Does it Matter Who Initiates Sex?
By GalTime Relationship Expert Jane Greer, Ph.D.
PR PhotosRecently engaged Halle Berry and Olivier Martinez are still in the midst of their romance, so the question of who makes the first move toward sex is probably a nonissue for now. But give it a little time.
Sometimes all it takes is one rejection for people to start keeping score of who initiated and when. The big question is, how much does it matter?
For many people, that first overture toward intimacy holds a lot of meaning because it is proof of your partner’s love and your desirability. When that person don’t make a move, it can leave you feeling unwanted and asking: Is it me?
Because this could lead to your getting angry or sensitive, you might decide to hold back from initiating making love yourself. Before you know it, you can be in a sexual standoff.

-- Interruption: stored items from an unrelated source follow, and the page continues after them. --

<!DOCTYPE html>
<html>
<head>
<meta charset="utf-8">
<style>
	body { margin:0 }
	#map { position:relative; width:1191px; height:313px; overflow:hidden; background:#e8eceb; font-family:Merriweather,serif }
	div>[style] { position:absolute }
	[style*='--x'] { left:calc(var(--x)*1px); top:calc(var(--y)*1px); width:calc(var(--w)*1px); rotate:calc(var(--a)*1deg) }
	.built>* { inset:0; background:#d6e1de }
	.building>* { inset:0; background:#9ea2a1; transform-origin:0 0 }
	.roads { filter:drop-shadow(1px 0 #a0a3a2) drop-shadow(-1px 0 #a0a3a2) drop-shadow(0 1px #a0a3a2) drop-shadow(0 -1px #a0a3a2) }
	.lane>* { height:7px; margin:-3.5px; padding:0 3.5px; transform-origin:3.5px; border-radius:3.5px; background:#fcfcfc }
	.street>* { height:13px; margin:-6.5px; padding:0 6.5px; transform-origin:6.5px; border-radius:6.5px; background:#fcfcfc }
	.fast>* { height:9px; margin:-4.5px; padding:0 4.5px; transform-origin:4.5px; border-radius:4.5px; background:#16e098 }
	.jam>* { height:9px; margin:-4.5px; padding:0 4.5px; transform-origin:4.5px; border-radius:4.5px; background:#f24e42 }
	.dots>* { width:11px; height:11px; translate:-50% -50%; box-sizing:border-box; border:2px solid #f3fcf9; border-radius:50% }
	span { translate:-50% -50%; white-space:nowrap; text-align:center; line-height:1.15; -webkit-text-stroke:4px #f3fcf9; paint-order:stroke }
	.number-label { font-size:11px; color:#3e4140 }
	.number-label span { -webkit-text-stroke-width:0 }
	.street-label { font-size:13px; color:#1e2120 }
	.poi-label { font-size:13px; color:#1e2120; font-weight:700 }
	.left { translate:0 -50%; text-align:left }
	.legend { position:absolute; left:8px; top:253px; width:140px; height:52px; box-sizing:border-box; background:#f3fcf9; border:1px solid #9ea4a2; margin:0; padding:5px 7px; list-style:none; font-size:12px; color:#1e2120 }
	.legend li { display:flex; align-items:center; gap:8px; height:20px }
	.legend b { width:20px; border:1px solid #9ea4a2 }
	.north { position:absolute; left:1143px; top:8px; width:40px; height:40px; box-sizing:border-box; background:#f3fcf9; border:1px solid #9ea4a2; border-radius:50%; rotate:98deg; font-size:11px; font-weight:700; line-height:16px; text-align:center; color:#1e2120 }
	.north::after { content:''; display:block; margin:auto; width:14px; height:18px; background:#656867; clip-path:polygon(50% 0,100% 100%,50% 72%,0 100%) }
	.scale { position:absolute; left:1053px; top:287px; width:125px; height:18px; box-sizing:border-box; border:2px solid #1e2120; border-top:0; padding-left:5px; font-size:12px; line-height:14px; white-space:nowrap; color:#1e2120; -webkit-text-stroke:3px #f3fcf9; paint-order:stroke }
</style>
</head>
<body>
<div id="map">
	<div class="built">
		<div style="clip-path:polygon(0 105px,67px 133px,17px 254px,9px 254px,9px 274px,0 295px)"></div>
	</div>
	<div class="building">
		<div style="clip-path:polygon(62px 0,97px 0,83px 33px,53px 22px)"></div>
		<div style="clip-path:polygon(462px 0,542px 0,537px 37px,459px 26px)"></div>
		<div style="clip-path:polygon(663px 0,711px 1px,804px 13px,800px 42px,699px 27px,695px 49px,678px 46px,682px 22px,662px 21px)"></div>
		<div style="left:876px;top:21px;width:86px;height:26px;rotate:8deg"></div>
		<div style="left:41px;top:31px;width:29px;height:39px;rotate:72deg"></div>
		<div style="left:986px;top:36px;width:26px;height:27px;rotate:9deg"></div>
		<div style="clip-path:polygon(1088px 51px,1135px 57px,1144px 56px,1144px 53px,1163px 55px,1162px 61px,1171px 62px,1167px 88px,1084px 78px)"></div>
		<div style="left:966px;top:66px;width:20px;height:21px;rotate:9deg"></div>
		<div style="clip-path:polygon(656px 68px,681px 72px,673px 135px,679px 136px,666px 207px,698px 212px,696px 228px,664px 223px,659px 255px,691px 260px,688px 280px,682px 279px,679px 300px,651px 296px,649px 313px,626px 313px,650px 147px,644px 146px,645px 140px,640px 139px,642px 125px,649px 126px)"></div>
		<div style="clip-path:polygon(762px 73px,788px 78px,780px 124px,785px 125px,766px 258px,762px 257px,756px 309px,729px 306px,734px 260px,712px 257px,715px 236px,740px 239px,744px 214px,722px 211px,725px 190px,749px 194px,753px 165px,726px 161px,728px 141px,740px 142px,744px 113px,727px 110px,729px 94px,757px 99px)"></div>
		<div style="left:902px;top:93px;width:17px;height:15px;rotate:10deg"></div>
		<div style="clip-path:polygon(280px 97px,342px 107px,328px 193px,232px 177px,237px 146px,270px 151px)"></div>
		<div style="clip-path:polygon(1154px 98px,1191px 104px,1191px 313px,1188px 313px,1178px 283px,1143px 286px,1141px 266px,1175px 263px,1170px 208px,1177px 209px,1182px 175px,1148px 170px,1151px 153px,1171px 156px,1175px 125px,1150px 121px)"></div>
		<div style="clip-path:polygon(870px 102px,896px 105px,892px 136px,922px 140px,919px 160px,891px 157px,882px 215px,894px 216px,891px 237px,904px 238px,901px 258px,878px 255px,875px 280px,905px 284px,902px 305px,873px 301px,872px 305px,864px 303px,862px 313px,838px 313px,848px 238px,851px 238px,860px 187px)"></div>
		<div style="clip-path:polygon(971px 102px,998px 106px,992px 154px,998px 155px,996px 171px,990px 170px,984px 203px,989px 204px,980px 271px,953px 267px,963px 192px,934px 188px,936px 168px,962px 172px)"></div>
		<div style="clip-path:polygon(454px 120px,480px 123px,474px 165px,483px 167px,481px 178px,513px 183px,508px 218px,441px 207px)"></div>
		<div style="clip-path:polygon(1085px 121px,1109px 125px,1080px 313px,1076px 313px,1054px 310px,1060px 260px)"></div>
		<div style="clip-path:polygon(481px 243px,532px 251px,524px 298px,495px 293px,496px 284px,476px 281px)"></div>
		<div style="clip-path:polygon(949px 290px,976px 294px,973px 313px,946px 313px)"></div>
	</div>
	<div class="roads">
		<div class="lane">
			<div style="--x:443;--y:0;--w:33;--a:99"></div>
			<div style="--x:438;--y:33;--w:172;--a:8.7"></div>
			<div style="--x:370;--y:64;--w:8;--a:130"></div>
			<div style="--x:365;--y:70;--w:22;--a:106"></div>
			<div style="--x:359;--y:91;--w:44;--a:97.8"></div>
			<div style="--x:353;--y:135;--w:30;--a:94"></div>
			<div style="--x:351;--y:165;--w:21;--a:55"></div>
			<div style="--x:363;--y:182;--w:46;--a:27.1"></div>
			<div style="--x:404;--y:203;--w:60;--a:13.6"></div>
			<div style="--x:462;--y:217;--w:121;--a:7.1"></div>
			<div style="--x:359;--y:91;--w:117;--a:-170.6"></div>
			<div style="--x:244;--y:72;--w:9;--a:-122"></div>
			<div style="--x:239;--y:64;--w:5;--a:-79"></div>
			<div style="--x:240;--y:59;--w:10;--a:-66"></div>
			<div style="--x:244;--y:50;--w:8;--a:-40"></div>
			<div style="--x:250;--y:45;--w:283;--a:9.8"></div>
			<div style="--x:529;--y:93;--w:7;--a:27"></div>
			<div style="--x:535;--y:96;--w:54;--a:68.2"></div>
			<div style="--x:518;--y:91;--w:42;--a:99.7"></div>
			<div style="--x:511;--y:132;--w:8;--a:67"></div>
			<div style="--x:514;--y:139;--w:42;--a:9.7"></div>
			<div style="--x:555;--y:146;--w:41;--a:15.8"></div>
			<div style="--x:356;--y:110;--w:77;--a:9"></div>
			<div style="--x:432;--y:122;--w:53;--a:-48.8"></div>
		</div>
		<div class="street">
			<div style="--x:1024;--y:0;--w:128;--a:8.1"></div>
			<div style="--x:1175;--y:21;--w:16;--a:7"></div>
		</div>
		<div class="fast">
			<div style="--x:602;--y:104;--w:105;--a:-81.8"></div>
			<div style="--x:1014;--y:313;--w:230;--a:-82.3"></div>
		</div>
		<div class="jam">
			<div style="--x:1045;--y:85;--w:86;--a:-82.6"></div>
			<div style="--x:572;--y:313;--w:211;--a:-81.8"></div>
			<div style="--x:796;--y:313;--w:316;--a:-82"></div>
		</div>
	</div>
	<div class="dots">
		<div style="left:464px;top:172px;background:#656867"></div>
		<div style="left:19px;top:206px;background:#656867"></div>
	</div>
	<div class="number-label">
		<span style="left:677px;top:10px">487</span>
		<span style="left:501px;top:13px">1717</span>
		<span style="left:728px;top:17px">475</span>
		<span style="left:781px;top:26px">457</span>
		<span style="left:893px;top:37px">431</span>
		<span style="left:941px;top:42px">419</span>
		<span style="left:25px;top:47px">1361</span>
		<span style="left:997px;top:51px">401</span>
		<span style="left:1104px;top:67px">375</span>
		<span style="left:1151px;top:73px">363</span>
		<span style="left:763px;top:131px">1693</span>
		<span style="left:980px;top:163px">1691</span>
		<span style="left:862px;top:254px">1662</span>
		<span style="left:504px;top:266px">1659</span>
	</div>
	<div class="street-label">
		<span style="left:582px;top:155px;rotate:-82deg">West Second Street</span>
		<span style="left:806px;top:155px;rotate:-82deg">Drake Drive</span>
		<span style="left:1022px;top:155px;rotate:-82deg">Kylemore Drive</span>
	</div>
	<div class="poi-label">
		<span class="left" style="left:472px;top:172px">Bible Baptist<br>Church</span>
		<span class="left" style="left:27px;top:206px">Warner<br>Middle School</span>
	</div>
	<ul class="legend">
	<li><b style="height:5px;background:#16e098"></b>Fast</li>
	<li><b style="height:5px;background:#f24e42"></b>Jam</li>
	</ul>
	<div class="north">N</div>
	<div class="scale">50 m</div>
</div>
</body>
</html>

Don’t take it personally. There are many possible reasons your partner isn’t in the mood that have absolutely nothing to do with you: Maybe he or she had a hard day at work; maybe he or she is feeling pressure from a family member, whether it is a young child or an elderly parent; maybe he or she really does have a headache.
And don’t forget about that heavy dinner you just had. If you want some clarity, be direct and ask your partner if something is bothering him or her.
It is most important to be true to yourself and your own desires. Even if your partner doesn’t appear interested, it is always worth reaching out. You can still be in the mood even if you partner isn’t — sometimes one person’s desire can ignite another’s.
Even if sparks don’t fly that night, take it as an opportunity to plan another time for a sexual romp — tomorrow morning, perhaps? And keep in mind that it does not mean your lover doesn’t want to do it with you ever — just not that night. If you can toughen your emotional skin, you can better enjoy the skin you’re in.
Sex is a give and take. If you are open to sharing the role of who makes it happen, you are likely to have much more sexual intimacy in your relationship — no matter how long you’ve been together.